▶ How to complete this task: Determine how many lines in the records hold "linejoin", then give that number by itself.

▶ Data for this task:
..............................

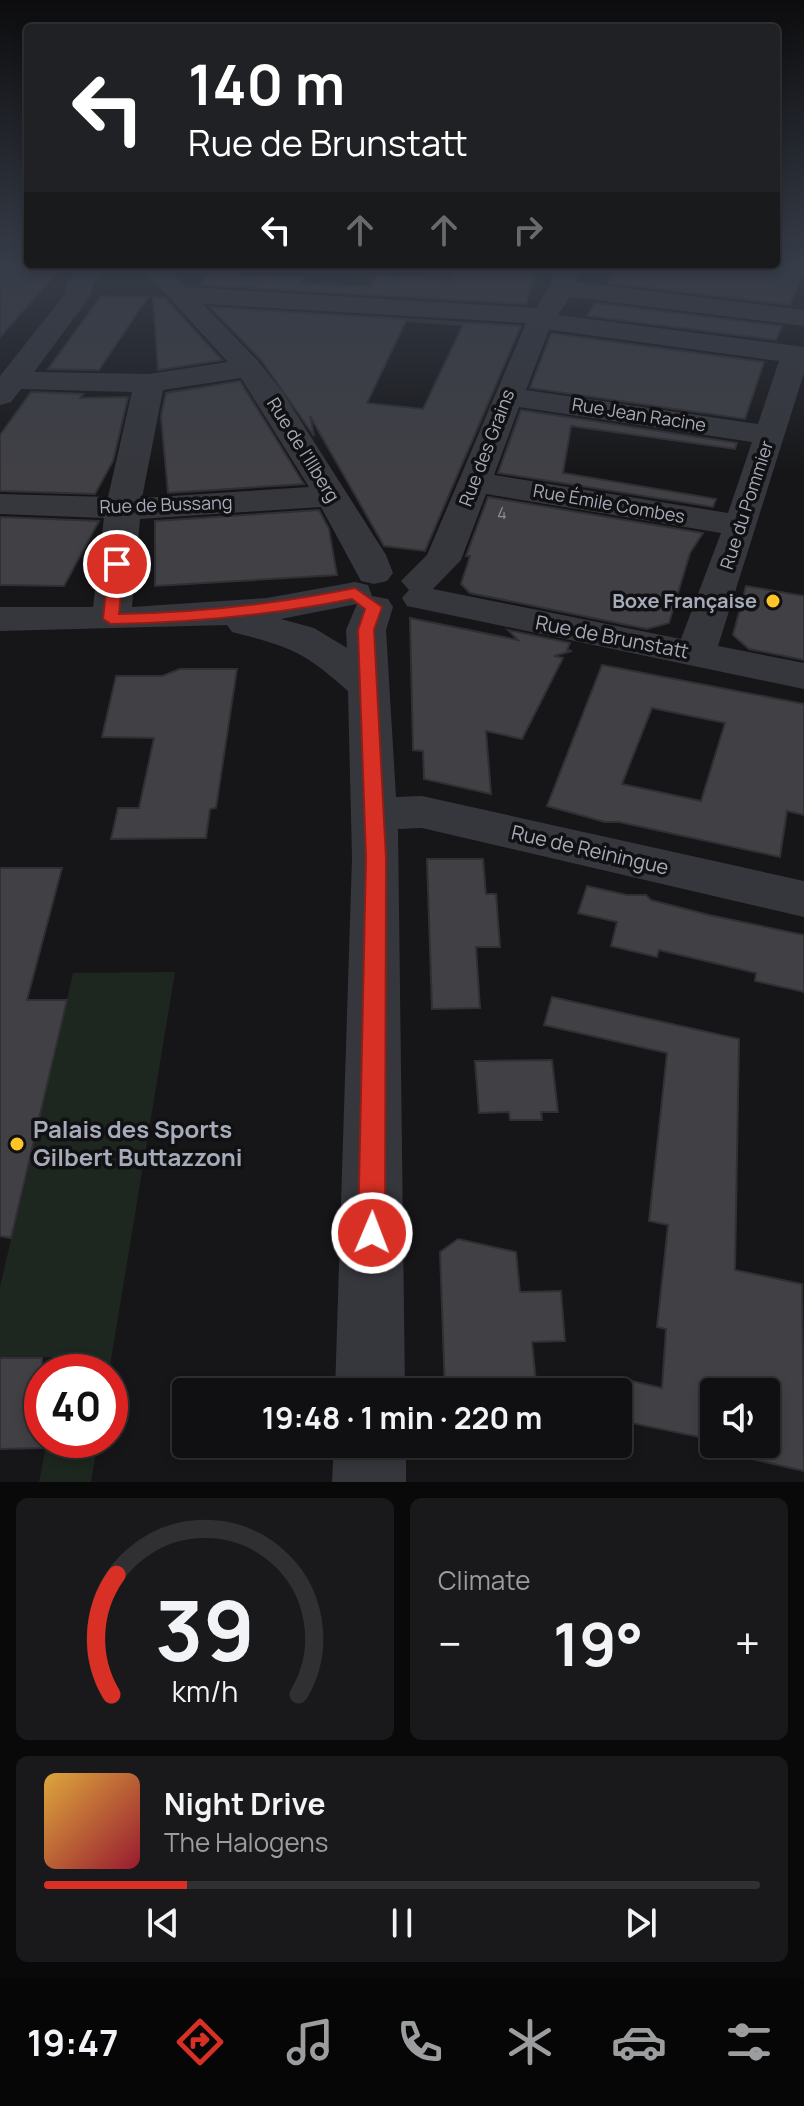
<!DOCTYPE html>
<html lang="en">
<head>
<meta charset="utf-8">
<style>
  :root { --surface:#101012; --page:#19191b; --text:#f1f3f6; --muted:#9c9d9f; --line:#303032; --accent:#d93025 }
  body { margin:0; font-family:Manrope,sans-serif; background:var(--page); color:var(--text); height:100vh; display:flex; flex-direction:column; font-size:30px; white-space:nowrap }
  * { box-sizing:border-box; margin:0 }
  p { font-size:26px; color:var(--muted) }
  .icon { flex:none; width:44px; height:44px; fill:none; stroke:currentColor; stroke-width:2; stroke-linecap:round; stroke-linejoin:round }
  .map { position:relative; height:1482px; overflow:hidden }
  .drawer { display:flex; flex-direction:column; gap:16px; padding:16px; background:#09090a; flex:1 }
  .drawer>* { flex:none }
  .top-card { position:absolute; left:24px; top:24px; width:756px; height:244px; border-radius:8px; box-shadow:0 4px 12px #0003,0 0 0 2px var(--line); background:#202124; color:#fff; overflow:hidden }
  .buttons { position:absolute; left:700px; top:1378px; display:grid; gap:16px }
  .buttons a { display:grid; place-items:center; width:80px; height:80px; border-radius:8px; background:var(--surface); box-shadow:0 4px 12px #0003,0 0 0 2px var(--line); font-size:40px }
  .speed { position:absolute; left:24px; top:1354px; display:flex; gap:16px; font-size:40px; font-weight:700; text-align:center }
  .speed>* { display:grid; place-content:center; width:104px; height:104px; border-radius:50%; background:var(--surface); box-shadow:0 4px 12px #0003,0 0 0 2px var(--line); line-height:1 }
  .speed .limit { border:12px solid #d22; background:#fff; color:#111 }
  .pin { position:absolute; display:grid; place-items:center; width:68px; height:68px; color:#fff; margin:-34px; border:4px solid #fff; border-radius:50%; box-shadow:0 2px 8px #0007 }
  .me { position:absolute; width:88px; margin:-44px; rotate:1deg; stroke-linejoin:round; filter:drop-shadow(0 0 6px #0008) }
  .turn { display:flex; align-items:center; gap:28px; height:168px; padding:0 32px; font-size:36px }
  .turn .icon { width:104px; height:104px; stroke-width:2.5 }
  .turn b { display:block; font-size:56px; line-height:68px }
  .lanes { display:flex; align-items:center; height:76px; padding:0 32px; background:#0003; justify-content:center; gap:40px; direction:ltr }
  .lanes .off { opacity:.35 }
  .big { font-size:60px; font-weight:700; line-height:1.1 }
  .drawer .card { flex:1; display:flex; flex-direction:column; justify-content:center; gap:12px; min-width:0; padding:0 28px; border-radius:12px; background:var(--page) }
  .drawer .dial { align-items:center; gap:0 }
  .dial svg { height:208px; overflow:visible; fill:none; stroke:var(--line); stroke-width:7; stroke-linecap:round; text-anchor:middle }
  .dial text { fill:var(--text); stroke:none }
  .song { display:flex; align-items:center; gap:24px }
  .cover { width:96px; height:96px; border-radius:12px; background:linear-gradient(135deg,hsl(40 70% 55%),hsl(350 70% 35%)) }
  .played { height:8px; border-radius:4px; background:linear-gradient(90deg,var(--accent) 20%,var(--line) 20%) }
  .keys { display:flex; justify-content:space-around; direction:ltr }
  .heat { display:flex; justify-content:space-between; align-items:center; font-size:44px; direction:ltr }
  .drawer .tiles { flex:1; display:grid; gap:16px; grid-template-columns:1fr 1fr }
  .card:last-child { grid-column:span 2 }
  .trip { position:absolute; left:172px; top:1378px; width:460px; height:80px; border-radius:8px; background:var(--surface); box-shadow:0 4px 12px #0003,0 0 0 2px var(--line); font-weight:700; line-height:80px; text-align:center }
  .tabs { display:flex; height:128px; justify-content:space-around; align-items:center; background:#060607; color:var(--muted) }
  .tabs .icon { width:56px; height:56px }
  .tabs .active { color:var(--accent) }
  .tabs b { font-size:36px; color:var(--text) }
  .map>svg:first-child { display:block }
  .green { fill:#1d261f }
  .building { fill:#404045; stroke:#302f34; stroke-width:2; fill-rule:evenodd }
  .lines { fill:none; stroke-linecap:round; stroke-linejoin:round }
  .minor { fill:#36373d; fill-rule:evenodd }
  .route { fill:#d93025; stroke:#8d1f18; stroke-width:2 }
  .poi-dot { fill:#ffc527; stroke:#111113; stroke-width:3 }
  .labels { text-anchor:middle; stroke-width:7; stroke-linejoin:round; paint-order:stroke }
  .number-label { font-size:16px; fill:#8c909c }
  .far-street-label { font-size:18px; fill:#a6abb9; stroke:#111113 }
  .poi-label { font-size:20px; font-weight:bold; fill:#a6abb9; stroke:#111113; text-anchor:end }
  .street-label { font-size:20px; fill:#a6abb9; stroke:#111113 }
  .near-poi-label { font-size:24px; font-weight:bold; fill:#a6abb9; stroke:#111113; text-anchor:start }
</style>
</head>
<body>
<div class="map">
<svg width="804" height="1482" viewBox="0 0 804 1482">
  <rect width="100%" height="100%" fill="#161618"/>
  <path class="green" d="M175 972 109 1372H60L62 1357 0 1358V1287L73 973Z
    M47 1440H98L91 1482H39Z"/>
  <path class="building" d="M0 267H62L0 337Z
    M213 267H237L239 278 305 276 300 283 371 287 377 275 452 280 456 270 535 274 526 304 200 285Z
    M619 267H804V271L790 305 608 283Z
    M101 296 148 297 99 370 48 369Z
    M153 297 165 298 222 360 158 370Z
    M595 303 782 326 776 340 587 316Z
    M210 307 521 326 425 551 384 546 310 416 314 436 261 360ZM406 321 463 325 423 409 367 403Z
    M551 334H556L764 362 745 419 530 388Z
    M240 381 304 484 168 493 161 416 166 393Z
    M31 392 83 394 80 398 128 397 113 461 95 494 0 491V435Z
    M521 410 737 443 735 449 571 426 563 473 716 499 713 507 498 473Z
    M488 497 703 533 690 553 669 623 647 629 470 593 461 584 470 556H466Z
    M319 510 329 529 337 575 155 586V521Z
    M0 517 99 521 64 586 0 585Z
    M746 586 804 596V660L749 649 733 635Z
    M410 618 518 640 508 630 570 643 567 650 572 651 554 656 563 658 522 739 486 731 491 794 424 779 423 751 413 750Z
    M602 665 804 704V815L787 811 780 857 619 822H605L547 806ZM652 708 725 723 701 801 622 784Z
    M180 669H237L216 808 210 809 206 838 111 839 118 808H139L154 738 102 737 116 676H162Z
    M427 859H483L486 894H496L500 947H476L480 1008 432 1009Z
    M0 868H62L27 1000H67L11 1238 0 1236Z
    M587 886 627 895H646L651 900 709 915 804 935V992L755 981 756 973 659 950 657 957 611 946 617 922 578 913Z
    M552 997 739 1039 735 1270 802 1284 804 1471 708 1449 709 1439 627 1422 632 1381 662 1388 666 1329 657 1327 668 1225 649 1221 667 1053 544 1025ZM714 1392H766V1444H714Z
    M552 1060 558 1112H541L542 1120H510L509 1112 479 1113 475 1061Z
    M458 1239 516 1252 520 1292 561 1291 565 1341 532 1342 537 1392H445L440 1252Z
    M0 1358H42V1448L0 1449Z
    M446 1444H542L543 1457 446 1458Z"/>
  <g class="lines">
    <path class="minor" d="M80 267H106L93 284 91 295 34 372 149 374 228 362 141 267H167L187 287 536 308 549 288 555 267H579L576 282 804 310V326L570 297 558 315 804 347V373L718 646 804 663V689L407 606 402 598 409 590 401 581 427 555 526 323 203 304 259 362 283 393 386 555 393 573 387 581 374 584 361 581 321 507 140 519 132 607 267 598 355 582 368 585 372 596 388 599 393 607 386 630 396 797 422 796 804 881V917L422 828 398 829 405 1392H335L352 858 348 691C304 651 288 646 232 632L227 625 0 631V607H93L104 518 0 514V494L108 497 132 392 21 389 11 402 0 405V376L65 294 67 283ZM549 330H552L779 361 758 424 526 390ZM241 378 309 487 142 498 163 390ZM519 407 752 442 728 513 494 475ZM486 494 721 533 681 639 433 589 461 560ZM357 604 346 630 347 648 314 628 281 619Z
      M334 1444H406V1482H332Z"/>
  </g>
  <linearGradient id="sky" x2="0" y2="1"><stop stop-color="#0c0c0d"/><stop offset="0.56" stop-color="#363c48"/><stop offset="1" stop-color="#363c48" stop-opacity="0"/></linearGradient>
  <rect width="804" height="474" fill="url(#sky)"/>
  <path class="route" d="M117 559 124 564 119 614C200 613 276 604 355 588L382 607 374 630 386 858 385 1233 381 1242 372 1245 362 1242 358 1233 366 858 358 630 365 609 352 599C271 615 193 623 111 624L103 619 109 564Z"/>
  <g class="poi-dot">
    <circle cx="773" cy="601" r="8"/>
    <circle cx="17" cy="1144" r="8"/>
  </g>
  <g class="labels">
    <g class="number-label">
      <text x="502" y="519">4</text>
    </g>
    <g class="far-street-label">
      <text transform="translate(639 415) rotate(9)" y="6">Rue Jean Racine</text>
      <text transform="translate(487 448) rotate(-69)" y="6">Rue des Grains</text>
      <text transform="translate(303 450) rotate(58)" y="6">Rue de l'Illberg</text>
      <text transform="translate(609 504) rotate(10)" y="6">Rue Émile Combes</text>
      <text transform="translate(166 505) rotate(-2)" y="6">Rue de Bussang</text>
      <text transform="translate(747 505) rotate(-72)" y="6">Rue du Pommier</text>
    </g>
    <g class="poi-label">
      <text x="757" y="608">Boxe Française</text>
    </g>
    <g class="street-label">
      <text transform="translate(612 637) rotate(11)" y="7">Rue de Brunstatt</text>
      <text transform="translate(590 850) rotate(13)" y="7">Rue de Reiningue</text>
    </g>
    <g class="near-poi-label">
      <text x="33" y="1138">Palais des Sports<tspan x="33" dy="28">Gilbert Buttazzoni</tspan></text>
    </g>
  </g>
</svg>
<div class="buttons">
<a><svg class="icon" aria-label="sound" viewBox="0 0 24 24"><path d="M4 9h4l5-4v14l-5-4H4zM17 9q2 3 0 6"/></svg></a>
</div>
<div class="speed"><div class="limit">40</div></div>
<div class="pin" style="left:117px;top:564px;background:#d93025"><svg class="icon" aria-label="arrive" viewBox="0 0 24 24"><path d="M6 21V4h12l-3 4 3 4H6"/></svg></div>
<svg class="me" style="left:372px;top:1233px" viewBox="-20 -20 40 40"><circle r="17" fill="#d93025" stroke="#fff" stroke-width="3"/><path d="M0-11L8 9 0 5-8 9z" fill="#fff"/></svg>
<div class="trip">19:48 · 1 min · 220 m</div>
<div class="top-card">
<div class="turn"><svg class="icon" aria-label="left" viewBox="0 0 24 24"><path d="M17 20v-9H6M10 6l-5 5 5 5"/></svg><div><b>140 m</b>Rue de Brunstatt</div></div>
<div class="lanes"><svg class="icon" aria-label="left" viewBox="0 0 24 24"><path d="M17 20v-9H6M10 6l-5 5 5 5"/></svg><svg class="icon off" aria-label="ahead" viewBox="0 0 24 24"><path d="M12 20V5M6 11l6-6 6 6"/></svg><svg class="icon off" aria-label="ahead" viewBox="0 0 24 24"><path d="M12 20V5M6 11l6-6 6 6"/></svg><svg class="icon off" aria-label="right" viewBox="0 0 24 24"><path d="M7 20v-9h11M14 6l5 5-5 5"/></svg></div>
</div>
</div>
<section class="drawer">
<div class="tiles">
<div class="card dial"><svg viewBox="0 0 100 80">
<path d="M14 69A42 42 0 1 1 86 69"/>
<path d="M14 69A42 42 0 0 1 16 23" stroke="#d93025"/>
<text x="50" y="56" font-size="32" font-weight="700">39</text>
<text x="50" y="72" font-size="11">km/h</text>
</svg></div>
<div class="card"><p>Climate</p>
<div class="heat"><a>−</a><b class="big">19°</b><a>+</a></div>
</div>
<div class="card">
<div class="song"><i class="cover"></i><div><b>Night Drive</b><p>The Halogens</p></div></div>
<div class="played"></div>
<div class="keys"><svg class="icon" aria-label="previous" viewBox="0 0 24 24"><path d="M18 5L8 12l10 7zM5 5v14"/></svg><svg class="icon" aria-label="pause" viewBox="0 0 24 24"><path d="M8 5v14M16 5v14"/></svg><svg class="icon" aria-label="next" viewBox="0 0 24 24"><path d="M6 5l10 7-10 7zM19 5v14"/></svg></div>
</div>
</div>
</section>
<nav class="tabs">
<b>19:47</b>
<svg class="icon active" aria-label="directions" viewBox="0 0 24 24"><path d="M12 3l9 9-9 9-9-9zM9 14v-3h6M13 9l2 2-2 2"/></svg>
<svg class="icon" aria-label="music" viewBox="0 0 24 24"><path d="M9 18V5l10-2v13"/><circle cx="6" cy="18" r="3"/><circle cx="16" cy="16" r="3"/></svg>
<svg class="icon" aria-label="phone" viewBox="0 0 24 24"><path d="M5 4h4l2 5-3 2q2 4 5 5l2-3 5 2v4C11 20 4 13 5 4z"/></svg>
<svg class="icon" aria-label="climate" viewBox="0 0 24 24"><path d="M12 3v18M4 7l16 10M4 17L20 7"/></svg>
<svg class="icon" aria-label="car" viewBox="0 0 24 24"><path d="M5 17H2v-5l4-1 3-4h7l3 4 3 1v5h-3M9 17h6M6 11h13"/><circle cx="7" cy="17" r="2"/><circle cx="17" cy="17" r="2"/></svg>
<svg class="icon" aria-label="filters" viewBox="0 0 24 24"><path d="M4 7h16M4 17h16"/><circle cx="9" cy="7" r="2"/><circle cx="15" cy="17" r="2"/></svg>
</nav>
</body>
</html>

..............................

▶ Result for this task: 4